The problem: Please print all the lines below exactly as they are written.

┌──

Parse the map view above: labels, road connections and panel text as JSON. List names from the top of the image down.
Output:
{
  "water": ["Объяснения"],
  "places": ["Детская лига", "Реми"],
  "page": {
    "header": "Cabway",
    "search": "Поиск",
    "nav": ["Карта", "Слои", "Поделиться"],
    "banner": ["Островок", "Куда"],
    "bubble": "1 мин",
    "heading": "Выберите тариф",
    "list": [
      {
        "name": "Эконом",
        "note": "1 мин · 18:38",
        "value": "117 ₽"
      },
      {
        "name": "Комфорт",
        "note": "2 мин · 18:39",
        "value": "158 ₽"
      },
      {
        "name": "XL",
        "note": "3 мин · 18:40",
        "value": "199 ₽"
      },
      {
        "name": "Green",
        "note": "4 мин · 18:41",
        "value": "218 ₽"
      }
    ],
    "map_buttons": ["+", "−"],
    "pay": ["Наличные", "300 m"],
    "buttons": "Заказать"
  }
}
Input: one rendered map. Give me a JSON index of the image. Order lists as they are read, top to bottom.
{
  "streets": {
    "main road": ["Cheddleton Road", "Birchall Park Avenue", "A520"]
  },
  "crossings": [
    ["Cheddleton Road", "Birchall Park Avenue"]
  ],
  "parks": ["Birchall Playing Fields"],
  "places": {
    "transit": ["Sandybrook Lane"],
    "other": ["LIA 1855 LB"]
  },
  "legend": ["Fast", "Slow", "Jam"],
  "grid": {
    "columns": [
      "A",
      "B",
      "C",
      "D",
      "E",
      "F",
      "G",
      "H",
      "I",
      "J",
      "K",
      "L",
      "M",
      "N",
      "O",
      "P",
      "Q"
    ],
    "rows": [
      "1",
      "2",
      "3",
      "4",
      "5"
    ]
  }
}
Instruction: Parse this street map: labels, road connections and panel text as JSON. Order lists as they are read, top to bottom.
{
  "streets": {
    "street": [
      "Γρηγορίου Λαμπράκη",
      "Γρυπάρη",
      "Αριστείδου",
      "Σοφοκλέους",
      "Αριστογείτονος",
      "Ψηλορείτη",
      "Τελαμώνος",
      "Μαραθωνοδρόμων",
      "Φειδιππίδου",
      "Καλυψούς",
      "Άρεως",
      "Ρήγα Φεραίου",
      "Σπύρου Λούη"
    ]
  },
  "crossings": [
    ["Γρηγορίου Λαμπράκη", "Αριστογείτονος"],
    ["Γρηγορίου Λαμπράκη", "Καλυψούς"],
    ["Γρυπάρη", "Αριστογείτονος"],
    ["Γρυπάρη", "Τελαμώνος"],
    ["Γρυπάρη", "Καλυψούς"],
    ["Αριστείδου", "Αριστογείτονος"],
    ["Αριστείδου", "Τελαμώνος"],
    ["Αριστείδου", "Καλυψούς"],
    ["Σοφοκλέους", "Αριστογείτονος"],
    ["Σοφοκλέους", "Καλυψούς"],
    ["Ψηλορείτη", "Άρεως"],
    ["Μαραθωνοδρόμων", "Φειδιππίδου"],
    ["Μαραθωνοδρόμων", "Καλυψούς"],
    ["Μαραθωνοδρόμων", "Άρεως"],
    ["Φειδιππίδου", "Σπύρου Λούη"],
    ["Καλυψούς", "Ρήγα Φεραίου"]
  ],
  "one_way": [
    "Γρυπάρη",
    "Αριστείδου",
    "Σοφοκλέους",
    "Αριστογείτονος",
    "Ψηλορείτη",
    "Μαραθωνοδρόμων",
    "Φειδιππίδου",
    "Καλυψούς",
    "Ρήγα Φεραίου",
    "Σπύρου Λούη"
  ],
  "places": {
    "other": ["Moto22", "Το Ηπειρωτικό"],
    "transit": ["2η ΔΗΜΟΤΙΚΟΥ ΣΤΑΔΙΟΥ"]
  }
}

└──

Task response:
Parse the map view above: labels, road connections and panel text as JSON. List names from the top of the image down.
Output:
{
  "water": ["Объяснения"],
  "places": ["Детская лига", "Реми"],
  "page": {
    "header": "Cabway",
    "search": "Поиск",
    "nav": ["Карта", "Слои", "Поделиться"],
    "banner": ["Островок", "Куда"],
    "bubble": "1 мин",
    "heading": "Выберите тариф",
    "list": [
      {
        "name": "Эконом",
        "note": "1 мин · 18:38",
        "value": "117 ₽"
      },
      {
        "name": "Комфорт",
        "note": "2 мин · 18:39",
        "value": "158 ₽"
      },
      {
        "name": "XL",
        "note": "3 мин · 18:40",
        "value": "199 ₽"
      },
      {
        "name": "Green",
        "note": "4 мин · 18:41",
        "value": "218 ₽"
      }
    ],
    "map_buttons": ["+", "−"],
    "pay": ["Наличные", "300 m"],
    "buttons": "Заказать"
  }
}
Input: one rendered map. Give me a JSON index of the image. Order lists as they are read, top to bottom.
{
  "streets": {
    "main road": ["Cheddleton Road", "Birchall Park Avenue", "A520"]
  },
  "crossings": [
    ["Cheddleton Road", "Birchall Park Avenue"]
  ],
  "parks": ["Birchall Playing Fields"],
  "places": {
    "transit": ["Sandybrook Lane"],
    "other": ["LIA 1855 LB"]
  },
  "legend": ["Fast", "Slow", "Jam"],
  "grid": {
    "columns": [
      "A",
      "B",
      "C",
      "D",
      "E",
      "F",
      "G",
      "H",
      "I",
      "J",
      "K",
      "L",
      "M",
      "N",
      "O",
      "P",
      "Q"
    ],
    "rows": [
      "1",
      "2",
      "3",
      "4",
      "5"
    ]
  }
}
Instruction: Parse this street map: labels, road connections and panel text as JSON. Order lists as they are read, top to bottom.
{
  "streets": {
    "street": [
      "Γρηγορίου Λαμπράκη",
      "Γρυπάρη",
      "Αριστείδου",
      "Σοφοκλέους",
      "Αριστογείτονος",
      "Ψηλορείτη",
      "Τελαμώνος",
      "Μαραθωνοδρόμων",
      "Φειδιππίδου",
      "Καλυψούς",
      "Άρεως",
      "Ρήγα Φεραίου",
      "Σπύρου Λούη"
    ]
  },
  "crossings": [
    ["Γρηγορίου Λαμπράκη", "Αριστογείτονος"],
    ["Γρηγορίου Λαμπράκη", "Καλυψούς"],
    ["Γρυπάρη", "Αριστογείτονος"],
    ["Γρυπάρη", "Τελαμώνος"],
    ["Γρυπάρη", "Καλυψούς"],
    ["Αριστείδου", "Αριστογείτονος"],
    ["Αριστείδου", "Τελαμώνος"],
    ["Αριστείδου", "Καλυψούς"],
    ["Σοφοκλέους", "Αριστογείτονος"],
    ["Σοφοκλέους", "Καλυψούς"],
    ["Ψηλορείτη", "Άρεως"],
    ["Μαραθωνοδρόμων", "Φειδιππίδου"],
    ["Μαραθωνοδρόμων", "Καλυψούς"],
    ["Μαραθωνοδρόμων", "Άρεως"],
    ["Φειδιππίδου", "Σπύρου Λούη"],
    ["Καλυψούς", "Ρήγα Φεραίου"]
  ],
  "one_way": [
    "Γρυπάρη",
    "Αριστείδου",
    "Σοφοκλέους",
    "Αριστογείτονος",
    "Ψηλορείτη",
    "Μαραθωνοδρόμων",
    "Φειδιππίδου",
    "Καλυψούς",
    "Ρήγα Φεραίου",
    "Σπύρου Λούη"
  ],
  "places": {
    "other": ["Moto22", "Το Ηπειρωτικό"],
    "transit": ["2η ΔΗΜΟΤΙΚΟΥ ΣΤΑΔΙΟΥ"]
  }
}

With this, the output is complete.